→ **Work item**:
For the records below, output every line from the one holding "Instruction: Read the" through the final line, unaltered, and no other lines.

→ **Collected data entries**:
______
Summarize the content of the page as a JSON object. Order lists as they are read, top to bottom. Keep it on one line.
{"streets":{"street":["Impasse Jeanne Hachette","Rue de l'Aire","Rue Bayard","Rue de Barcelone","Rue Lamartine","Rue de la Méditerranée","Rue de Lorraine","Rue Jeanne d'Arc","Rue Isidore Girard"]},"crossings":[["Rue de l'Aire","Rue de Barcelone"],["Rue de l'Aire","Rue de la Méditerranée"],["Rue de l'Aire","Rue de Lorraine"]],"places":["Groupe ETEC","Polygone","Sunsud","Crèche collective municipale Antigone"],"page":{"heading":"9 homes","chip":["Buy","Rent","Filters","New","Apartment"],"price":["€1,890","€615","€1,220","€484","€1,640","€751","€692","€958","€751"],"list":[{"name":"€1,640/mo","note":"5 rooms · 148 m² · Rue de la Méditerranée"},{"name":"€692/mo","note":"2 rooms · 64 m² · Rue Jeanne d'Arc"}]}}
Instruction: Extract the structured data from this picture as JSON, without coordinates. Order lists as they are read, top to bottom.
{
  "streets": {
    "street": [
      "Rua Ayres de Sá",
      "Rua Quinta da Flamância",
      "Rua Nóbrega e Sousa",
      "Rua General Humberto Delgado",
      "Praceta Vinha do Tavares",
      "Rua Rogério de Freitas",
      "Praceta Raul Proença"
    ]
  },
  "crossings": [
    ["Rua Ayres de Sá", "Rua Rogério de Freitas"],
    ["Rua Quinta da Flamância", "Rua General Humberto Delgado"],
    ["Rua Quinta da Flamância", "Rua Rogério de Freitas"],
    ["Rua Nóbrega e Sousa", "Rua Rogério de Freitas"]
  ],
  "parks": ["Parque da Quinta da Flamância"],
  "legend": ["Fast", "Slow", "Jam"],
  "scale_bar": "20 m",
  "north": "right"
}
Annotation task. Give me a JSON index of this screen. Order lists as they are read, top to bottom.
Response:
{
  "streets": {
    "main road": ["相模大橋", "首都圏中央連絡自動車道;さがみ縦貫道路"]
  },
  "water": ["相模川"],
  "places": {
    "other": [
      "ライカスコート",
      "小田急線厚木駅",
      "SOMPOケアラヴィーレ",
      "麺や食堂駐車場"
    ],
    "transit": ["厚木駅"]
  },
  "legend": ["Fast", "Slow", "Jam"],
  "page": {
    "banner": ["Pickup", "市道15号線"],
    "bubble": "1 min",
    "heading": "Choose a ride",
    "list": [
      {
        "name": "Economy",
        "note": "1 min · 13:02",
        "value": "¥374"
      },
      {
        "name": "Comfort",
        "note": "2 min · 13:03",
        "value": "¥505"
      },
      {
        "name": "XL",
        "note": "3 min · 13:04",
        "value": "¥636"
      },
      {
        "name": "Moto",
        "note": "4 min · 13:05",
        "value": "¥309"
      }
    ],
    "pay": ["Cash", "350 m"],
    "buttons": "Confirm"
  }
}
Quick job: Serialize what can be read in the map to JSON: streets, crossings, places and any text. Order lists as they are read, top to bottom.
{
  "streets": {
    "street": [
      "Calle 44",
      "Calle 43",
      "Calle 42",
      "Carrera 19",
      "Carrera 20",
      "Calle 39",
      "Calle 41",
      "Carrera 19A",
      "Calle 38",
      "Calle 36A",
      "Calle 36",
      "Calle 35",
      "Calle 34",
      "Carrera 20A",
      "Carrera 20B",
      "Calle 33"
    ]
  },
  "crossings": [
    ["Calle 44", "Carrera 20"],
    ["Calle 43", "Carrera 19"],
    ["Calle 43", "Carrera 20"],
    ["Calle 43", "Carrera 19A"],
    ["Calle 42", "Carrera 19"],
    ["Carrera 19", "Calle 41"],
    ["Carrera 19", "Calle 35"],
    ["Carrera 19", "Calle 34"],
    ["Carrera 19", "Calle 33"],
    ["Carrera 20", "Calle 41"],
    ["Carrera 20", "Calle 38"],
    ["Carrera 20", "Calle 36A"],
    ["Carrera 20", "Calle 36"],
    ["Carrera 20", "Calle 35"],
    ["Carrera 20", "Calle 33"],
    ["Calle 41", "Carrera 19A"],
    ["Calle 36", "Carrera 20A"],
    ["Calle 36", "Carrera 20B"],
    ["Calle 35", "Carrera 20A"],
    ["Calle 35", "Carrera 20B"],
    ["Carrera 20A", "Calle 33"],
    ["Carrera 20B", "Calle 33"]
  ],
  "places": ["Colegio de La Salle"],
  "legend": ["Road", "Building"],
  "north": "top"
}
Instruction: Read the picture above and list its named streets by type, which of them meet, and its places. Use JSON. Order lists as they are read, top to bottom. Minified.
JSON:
______
→ **Response area**:
Instruction: Read the picture above and list its named streets by type, which of them meet, and its places. Use JSON. Order lists as they are read, top to bottom. Minified.
JSON:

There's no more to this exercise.